What is expected:
Read the lines below, and copy any that contain the string "linecap".

Collected data entries:
__________

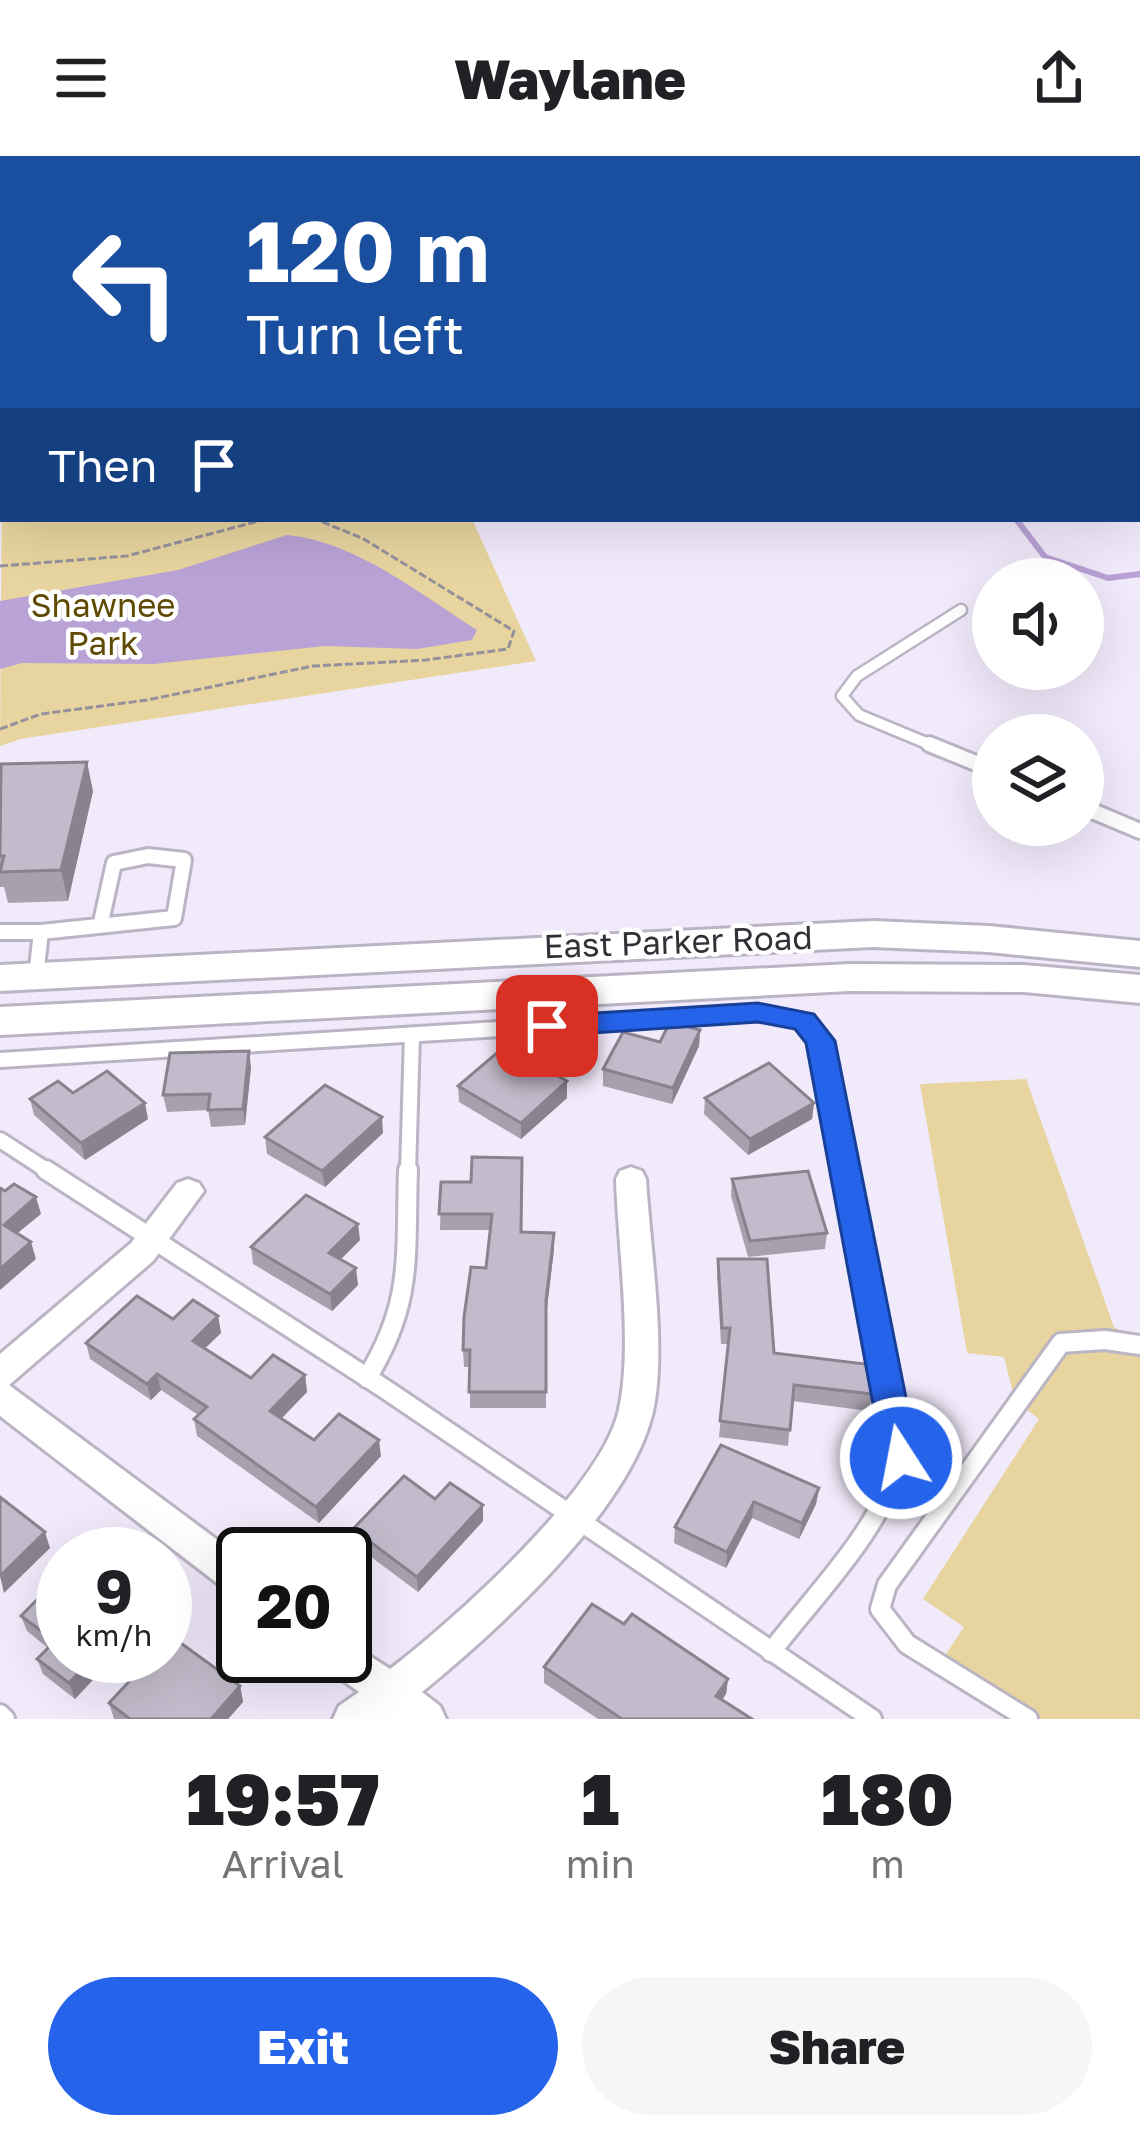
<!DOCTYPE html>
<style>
body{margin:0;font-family:"Golos Text",sans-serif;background:#f6f6f6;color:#202124;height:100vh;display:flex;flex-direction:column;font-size:45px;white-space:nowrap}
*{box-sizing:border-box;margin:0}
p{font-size:39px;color:#757577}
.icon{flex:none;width:66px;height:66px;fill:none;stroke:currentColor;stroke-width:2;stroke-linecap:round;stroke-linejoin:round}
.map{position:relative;height:1563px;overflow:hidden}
.panel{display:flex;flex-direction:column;background:#fff;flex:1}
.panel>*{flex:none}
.banner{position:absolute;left:0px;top:0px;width:1140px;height:366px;box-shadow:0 12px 48px #0002;background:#1a4fa0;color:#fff;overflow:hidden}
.controls{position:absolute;left:972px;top:402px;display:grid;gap:24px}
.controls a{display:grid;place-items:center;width:132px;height:132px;border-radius:50%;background:#fff;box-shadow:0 12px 48px #0002;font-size:60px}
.speed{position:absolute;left:36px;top:1371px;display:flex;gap:24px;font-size:60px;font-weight:700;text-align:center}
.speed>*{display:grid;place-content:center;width:156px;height:156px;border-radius:50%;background:#fff;box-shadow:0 12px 48px #0002;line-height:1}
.speed small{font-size:30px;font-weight:400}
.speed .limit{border:6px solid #111;border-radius:18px;background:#fff;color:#111}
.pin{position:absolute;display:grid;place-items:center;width:102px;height:102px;color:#fff;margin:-51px;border-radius:24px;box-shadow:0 6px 18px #0006}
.me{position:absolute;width:132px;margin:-66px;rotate:349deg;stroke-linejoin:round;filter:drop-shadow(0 0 9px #0008)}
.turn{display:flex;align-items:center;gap:42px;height:252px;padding:0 48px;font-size:54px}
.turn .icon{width:156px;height:156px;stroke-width:2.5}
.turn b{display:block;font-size:84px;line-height:102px}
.then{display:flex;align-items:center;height:114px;padding:0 48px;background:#0003;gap:24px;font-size:45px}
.eta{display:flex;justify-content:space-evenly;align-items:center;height:204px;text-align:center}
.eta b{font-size:72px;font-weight:800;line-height:84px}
.cta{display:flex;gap:24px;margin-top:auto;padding:24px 48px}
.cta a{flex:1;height:138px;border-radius:72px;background:#2563eb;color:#fff;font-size:48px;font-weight:800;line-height:138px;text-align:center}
.cta a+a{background:#f6f6f6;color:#202124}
header{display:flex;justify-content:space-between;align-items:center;height:156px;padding:0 48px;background:#fff;font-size:54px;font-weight:800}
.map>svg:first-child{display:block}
.green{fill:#e7d49f}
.water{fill:#b9a2d5}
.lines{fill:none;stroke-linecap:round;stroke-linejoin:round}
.stream-far1{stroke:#b9a2d5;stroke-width:4.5}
.stream{stroke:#b9a2d5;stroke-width:6}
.lane-far2-casing{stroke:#bbb4c4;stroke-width:15}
.lane-far1-casing{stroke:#bbb4c4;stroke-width:20}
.lane-casing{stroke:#bbb4c4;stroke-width:24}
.street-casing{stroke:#bbb4c4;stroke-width:6}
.secondary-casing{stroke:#bbb4c4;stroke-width:6}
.path{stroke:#95919c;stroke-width:3;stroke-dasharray:8 3;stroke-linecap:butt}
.lane-far2{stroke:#fff;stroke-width:10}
.lane-far1{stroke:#fff;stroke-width:14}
.lane{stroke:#fff;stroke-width:18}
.street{fill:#fff;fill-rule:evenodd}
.secondary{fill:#fff;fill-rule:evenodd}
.wall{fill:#a7a1af}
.shaded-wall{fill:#88838e}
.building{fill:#c2bbcb;stroke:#88838e;stroke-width:3}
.route{fill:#2563eb;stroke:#184099;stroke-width:3}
.labels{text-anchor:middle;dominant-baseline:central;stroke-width:9;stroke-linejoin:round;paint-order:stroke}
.park-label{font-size:33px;fill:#5f4a02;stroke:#fff}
.street-label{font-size:33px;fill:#323036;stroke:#fff}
</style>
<header><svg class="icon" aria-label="menu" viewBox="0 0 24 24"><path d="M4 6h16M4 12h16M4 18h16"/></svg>Waylane<svg class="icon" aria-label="share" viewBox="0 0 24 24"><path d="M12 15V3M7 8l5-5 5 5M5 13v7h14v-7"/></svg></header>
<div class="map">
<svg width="1140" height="1563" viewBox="0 0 1140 1563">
<rect width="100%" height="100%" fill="#f1eafb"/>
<g class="green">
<polygon points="3,163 3,363 472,363 536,505 20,583 0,590"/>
<polygon points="1026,923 1114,1171 1140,1185 1140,1563 1021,1563 940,1507 964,1471 923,1443 1039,1263 1015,1245 1004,1201 967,1197 920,928"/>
</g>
<path class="water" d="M287 379C357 386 418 437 477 474L472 484 417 493 325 490 153 508 22 507 0 513V445L178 414Z"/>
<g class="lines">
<g class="stream-far1">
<polyline points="109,3 115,0"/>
<polyline points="197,3 221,3"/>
</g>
<polyline class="stream" points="1016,363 1045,401 1108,422 1140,418"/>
<g class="lane-far2-casing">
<polyline id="lane-far2" points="936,591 859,559 842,540 857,520 961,454"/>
</g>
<g class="lane-far1-casing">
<g id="lane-far1">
<polyline points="929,588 993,614"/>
<polyline points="1083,651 1140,675"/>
<polyline points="0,776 41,776 36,820"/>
<polyline points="41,776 174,762 184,704 148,700 114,707 101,766"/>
<polyline points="0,904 758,857 804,865 820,885 846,1017"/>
<polyline points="0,984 51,1017"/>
<polyline points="408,1017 412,879"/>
</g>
</g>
<g class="lane-casing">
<g id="lane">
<polyline points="46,1014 385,1233 872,1563"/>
<path d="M367 1222C414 1145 405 1100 408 1014"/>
<path d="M771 1496C817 1436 879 1376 901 1302L845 1014"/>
<polyline points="0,1558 5,1563"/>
<polyline points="1028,1563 907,1488 880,1453 887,1429 1061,1187 1105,1184 1140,1189"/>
</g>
</g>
<g class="street-casing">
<g id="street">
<polygon points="3,156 3,171 0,172 0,157"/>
<path d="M631 1011 642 1015 646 1023C650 1090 665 1181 655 1245 640 1346 499 1473 422 1536L440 1550 446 1563H333L339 1550 359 1536 327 1513 322 1500H345V1484L390 1513C454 1464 603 1331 619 1253 633 1189 618 1091 616 1023L620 1015Z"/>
<polygon points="188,1023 199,1027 204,1035 153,1105 9,1229 243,1403 243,1442 230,1437 0,1260 0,1198 131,1087 177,1027"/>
</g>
</g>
<g class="secondary-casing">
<g id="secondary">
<polygon points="873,765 989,770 1140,785 1140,811 989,796 873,791 0,835 0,809"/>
<polygon points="850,808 1024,809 1140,819 1140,847 1024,836 850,835 0,879 0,851"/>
</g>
</g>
<g class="path">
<polyline points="0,410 127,400 266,363"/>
<polyline points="0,573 41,558 147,544 313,510 426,504 508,493 514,475 362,382 315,363"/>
</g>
<use href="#lane-far2" class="lane-far2"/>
<use href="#lane-far1" class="lane-far1"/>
<use href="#lane" class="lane"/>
<use href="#street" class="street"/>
<use href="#secondary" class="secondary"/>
</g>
<g class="wall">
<polygon points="0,612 93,635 68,745 8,747 4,731 0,731"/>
<polygon points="700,874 699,890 672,948 603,930 603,913 660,886"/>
<polygon points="251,911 245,969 211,971 208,954 167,956 163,939"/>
<polygon points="458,930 567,942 521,983 459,946"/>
<polygon points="705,942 814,947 812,963 748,999 704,958"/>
<polygon points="30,943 148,963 85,1004 34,959"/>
<polygon points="383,977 325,1031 267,998 265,981"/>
<polygon points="732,1023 827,1077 825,1093 748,1101 731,1040"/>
<polygon points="441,1026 554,1093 546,1160 546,1252 470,1252 470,1211 464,1211 463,1194 486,1112 490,1074 440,1074"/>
<polygon points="360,1084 340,1104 358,1129 332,1155 253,1108 251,1091"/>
<polygon points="718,1103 774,1197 872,1238 869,1255 792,1245 788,1290 719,1281 728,1188 721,1188 717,1119"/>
<polygon points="218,1160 221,1177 205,1192 251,1222 305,1219 307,1236 282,1262 314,1284 381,1300 319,1367 197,1280 194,1263 198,1259 161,1234 151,1244 90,1203 86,1187 173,1163"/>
<polygon points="721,1289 819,1332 816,1348 799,1383 752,1362 726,1412 674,1387 675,1371"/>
<polygon points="435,1343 483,1349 483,1365 418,1436 355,1389 353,1373"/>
<polygon points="63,1417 63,1500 115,1500 75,1543 43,1518 37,1503 48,1492 27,1475 21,1460"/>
<polygon points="624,1468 728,1523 726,1538 722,1544 752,1563 598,1563 544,1527 544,1511"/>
<polygon points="240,1530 243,1546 228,1563 114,1563 109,1547"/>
</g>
<g class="shaded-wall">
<polygon points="87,606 93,635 68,745 61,714"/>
<polygon points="700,874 699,890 672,948 673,932"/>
<polygon points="249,895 251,911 245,969 243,953"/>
<polygon points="567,925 567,942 521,983 521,967"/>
<polygon points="145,947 148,963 85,1004 81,987"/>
<polygon points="814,947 812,963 748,999 750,983"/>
<polygon points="382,961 383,977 325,1031 322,1015"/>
<polygon points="36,1041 41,1058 8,1085 4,1069"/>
<polygon points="358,1068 360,1084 331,1113 329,1097"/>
<polygon points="554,1077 554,1093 546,1160 546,1252 546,1144"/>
<polygon points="31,1086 36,1103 0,1134 0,1113"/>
<polygon points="356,1112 358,1129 332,1155 330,1138"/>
<polygon points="218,1160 221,1177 196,1201 193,1185"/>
<polygon points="157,1218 161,1234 151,1244 147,1228"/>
<polygon points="305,1219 307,1236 273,1271 270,1255"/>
<polygon points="379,1284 381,1300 319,1367 316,1351"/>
<polygon points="819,1332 816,1348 799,1383 802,1367"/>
<polygon points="754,1346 752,1362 726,1412 727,1396"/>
<polygon points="483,1349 483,1365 418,1436 417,1421"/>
<polygon points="45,1376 50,1392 4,1437 0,1420"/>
<polygon points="95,1500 115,1500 75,1543 69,1527"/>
<polygon points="728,1523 726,1538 714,1555 716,1540"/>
<polygon points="240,1530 243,1546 228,1563 211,1563"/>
</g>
<g class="building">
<polygon points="87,606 61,714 0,716 4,700 0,700 1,608"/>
<polygon points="670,866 700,874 673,932 603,913 623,876 660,886"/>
<polygon points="505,890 567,925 521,967 458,930"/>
<polygon points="249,895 243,953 208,954 210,938 163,939 170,897"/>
<polygon points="769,907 814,947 750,983 705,942"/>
<polygon points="107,915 145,947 81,987 30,943 58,925 73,937"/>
<polygon points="325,929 382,961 322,1015 265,981"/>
<polygon points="472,1001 522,1002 521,1076 554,1077 546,1144 546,1236 469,1236 470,1194 463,1194 464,1161 471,1111 486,1112 492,1058 439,1058 441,1026 471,1026"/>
<polygon points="808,1015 827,1077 750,1085 732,1023"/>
<polygon points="14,1028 36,1041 4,1069 31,1086 0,1113 0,1032 5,1035"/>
<polygon points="306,1039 358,1068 329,1097 356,1112 330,1138 251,1091"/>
<polygon points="718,1103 767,1103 774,1197 873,1209 872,1238 794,1229 790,1274 720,1265 730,1172 722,1172"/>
<polygon points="137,1140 173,1163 193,1144 218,1160 193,1185 251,1222 273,1199 305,1219 270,1255 314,1284 339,1258 379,1284 316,1351 194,1263 207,1251 157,1218 147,1228 86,1187"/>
<polygon points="721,1289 819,1332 802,1367 754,1346 727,1396 675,1371"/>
<polygon points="404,1320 435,1343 450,1327 483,1349 417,1421 353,1373"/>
<polygon points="0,1341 45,1376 0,1420"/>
<polygon points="63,1417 63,1500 95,1500 69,1527 37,1503 55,1485 21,1460"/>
<polygon points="592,1448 624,1468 632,1458 728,1523 716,1540 752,1563 622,1563 544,1511"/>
<polygon points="171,1480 240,1530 211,1563 130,1563 109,1547 153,1500 165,1500 165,1487"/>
</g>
<polygon class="route" points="758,847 814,858 835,885 918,1302 913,1313 901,1317 888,1313 883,1302 806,887 795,873 758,866 547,880 533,870 547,860"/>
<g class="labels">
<g class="park-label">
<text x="103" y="448">Shawnee<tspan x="103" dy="38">Park</tspan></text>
</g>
<g class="street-label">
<text transform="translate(678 785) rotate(-2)">East Parker Road</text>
</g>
</g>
</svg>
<div class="controls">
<a><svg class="icon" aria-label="sound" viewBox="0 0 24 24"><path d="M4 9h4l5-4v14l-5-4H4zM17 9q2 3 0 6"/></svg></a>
<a><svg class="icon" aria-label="layers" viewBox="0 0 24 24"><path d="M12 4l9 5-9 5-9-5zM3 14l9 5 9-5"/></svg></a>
</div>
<div class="speed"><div>9<small>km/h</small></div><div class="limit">20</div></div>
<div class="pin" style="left:547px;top:870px;background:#d93025"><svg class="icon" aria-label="arrive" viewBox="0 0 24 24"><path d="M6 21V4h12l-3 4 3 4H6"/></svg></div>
<svg class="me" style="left:901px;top:1302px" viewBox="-20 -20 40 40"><circle r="17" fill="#2563eb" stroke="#fff" stroke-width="3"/><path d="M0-11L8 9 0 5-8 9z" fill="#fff"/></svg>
<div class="banner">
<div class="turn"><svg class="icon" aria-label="left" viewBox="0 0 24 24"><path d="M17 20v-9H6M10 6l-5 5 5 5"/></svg><div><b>120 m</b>Turn left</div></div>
<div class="then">Then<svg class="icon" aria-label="arrive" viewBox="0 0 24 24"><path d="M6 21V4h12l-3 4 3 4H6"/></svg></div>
</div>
</div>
<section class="panel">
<div class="eta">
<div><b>19:57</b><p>Arrival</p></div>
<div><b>1</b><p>min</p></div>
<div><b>180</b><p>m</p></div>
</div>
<div class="cta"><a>Exit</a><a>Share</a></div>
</section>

__________

Task response:
.icon{flex:none;width:66px;height:66px;fill:none;stroke:currentColor;stroke-width:2;stroke-linecap:round;stroke-linejoin:round}
.lines{fill:none;stroke-linecap:round;stroke-linejoin:round}
.path{stroke:#95919c;stroke-width:3;stroke-dasharray:8 3;stroke-linecap:butt}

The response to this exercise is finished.